Decido di recarmi, per prima cosa, presso il Mary’s House. Forse sbagliando, poiché sarebbe stato meglio andare all’ospedale, però devo seguire le raccomandazioni dei miei superiori, che mi chiedono indagini rapide per archiviare il caso.

La signorina mi ha scosso, devo proprio dirlo. Tutto è contro di lei, ogni testimonianza e prova, eppure crede così fermamente in quello che dice… ma in fondo anche se mi duole pensarlo in tanti si comportano così. È il dolore che rende instabili e inaciditi, e che può spingere a cercare una causa precisa anche quando essa non esiste.

La clinica psichiatrica, a primo impatto, mi sembra un posto davvero accogliente, per lo meno se vista dall’esterno; è circondata da un ampio giardino e l’edificio è ben curato. I vetri sono oscurati e non si vede nulla di ciò che accade dentro, donando un discreto senso di riservatezza.

Suono al campanello e immediatamente un’infermiera accorre ad aprirmi.

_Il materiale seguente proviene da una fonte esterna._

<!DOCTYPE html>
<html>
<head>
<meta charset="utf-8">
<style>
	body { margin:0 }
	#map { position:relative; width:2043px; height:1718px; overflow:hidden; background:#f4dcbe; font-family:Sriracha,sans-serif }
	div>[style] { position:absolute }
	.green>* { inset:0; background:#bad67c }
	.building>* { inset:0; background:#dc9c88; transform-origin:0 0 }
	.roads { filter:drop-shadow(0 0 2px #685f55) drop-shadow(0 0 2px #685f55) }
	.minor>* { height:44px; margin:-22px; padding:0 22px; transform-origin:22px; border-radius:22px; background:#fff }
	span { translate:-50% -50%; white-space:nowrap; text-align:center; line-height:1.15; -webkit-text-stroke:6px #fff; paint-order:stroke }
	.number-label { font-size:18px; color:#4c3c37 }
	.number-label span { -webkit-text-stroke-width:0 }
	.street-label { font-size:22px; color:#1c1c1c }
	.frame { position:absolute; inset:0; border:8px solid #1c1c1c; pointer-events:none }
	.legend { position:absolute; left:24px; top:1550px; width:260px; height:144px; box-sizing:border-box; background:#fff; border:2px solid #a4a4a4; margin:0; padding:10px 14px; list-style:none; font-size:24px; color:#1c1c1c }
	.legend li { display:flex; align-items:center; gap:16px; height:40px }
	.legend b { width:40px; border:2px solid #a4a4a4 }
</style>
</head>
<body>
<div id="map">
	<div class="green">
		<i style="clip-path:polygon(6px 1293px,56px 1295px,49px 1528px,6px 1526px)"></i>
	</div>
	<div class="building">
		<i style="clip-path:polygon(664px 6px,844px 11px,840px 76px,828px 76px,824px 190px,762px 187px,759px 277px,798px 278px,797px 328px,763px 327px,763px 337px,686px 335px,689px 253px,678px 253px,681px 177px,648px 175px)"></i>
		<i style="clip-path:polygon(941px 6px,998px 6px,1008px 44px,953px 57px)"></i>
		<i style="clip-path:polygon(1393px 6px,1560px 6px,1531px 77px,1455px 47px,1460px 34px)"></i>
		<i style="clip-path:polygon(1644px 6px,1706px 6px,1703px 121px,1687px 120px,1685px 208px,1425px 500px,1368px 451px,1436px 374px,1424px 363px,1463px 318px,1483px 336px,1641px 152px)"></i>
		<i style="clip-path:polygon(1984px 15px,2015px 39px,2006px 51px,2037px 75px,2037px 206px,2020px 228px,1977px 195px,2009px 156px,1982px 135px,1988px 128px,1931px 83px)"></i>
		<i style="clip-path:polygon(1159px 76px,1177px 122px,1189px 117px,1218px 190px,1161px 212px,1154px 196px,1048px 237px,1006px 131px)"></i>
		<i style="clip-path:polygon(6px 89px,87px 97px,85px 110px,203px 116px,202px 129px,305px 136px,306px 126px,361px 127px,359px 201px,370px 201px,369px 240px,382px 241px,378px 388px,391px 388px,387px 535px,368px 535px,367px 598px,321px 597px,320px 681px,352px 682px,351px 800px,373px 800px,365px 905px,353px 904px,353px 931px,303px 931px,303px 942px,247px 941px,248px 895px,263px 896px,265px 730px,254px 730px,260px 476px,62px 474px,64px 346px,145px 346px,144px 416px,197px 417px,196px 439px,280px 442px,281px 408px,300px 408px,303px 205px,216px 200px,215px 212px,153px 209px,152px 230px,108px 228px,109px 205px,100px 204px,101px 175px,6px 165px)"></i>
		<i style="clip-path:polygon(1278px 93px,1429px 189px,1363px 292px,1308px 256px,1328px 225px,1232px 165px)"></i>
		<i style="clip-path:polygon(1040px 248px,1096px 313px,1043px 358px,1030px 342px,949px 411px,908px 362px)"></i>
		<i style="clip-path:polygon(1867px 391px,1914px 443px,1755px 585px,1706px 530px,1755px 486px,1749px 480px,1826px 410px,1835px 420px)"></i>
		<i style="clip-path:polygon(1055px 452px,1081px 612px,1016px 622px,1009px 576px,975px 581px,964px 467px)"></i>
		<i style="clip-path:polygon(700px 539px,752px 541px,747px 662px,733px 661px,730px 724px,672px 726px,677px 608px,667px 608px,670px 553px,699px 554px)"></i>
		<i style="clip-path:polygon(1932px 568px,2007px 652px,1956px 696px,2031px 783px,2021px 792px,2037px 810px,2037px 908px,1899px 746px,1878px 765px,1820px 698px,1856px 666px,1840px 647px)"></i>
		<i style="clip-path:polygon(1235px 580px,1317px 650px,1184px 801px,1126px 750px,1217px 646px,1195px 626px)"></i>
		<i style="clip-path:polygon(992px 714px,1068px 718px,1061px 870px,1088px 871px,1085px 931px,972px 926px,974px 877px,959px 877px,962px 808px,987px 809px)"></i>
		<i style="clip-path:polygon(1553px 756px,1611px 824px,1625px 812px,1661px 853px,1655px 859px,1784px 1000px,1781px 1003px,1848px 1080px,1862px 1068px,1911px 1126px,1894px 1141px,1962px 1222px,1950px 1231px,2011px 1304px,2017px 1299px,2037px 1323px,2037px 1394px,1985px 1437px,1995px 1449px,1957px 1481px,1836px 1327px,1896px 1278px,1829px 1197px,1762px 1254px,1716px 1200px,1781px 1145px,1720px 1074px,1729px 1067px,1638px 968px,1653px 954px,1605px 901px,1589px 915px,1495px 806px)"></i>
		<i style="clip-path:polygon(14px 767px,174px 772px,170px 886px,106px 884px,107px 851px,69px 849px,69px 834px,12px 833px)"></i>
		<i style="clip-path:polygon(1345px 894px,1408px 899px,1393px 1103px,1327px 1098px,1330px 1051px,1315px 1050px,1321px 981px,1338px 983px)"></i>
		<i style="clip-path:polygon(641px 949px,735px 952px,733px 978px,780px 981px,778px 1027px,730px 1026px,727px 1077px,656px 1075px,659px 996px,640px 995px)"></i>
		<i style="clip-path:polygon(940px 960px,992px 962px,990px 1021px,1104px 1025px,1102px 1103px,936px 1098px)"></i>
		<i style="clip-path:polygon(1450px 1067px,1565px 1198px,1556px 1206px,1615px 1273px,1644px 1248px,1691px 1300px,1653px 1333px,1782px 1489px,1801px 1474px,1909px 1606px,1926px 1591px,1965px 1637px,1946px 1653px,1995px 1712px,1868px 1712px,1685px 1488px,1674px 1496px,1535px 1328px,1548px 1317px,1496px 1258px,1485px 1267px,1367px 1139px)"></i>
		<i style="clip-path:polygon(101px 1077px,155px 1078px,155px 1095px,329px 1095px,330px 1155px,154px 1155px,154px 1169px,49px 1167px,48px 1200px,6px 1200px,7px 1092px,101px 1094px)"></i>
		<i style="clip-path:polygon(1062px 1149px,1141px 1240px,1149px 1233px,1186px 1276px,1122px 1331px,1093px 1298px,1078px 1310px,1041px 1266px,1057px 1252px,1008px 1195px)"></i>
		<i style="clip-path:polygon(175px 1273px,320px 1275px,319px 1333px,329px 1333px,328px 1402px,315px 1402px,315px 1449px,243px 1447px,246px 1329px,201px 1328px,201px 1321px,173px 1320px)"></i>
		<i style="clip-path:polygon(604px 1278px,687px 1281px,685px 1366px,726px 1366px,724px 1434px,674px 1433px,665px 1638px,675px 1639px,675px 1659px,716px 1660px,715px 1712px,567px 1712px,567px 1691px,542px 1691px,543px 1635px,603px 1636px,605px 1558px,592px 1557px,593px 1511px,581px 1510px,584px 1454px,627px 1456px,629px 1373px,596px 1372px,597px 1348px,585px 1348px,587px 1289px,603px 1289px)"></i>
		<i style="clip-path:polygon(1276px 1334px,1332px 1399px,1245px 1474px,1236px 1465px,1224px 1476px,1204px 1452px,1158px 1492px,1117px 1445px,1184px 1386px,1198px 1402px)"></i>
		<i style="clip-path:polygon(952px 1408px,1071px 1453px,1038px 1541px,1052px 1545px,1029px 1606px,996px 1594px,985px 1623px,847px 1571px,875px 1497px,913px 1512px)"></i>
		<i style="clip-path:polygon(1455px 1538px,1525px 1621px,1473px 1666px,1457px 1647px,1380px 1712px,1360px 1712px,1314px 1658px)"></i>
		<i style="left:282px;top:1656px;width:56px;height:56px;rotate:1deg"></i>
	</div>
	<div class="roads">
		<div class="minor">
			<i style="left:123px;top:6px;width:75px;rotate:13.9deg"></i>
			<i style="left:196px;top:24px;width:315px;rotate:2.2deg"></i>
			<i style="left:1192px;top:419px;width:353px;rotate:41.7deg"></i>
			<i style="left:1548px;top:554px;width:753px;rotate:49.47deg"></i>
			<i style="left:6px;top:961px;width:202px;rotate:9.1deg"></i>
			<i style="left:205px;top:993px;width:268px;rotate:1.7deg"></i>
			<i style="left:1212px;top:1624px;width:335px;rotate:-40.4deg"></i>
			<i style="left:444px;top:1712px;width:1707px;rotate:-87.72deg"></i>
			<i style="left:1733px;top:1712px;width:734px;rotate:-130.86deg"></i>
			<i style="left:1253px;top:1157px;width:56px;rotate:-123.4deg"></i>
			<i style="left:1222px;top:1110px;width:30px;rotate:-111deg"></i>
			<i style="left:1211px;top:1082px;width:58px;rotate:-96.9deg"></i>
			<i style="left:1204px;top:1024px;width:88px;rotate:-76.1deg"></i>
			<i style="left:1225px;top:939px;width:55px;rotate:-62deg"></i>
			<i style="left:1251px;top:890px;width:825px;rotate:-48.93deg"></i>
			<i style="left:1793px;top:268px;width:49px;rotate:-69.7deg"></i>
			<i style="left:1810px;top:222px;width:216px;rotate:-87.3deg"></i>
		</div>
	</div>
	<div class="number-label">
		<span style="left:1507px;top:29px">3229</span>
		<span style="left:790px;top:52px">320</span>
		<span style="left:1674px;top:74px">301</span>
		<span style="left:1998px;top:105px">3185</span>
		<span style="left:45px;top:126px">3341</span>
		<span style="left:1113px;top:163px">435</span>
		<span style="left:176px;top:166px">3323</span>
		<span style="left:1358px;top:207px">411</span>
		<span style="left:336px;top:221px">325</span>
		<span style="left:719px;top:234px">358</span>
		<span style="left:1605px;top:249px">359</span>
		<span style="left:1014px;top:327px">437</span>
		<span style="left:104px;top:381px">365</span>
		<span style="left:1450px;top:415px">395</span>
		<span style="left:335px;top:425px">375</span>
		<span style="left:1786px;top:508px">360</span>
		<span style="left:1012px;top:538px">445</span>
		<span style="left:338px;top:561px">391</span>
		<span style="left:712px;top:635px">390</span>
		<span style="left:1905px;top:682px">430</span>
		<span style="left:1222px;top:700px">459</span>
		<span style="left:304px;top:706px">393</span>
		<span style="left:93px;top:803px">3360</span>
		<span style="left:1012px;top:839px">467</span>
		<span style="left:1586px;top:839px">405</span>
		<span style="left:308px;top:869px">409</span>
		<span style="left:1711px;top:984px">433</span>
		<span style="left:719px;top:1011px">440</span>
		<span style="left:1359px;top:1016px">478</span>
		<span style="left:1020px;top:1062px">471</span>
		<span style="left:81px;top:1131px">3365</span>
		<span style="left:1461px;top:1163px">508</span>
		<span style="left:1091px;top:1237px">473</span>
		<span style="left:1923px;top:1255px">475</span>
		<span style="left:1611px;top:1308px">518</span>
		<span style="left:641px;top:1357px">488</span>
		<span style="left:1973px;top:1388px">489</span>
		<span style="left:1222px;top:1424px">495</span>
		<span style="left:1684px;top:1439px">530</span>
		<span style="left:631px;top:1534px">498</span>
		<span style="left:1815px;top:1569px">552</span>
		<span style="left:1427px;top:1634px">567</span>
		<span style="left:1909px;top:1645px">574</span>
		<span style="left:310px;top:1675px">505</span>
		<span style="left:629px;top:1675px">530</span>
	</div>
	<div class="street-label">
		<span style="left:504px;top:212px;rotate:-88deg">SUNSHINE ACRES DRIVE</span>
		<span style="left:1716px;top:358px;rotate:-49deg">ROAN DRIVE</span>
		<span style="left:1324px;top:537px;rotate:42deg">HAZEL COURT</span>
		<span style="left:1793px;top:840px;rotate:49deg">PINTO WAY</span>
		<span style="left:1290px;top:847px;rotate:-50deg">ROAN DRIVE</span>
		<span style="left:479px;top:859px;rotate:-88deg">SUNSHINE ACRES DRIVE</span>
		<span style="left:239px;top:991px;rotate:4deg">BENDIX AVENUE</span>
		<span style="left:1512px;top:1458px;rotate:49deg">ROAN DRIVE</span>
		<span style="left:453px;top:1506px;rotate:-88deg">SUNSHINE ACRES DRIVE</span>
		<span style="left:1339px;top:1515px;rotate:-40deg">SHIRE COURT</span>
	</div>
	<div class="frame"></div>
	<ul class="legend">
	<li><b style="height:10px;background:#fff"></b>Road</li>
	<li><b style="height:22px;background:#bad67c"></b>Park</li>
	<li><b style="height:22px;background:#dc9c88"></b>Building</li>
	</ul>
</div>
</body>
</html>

“Buongiorno” sorride, ma poi nota la mia divisa e il distintivo che le mostro. “Come posso esserle d’aiuto?” mi chiede, diventando serissima.

“Sono qui per il caso riguardante il senatore Stradford”.

“Certo, capisco” annuisce con convinzione, non dev’essere la prima volta che fa entrare un agente per questo caso. Si affretta a controllare il tablet che stringe tra le mani.

“Chiedo ai medici che hanno seguito il signor Stradford e le faccio sapere appena possono riceverla. Intanto si accomodi pure”.

La donna mi fa cenno di seguirla all’interno.

Varcando l’ampia soglia, vengo avvolto dall’odore di disinfettante e di pulito. Nella clinica regna l’ordine più assoluto.

“Posso chiederle se lei ha mai conosciuto questo paziente?” domando all’infermiera, prima che possa sfuggirmi dalle mani.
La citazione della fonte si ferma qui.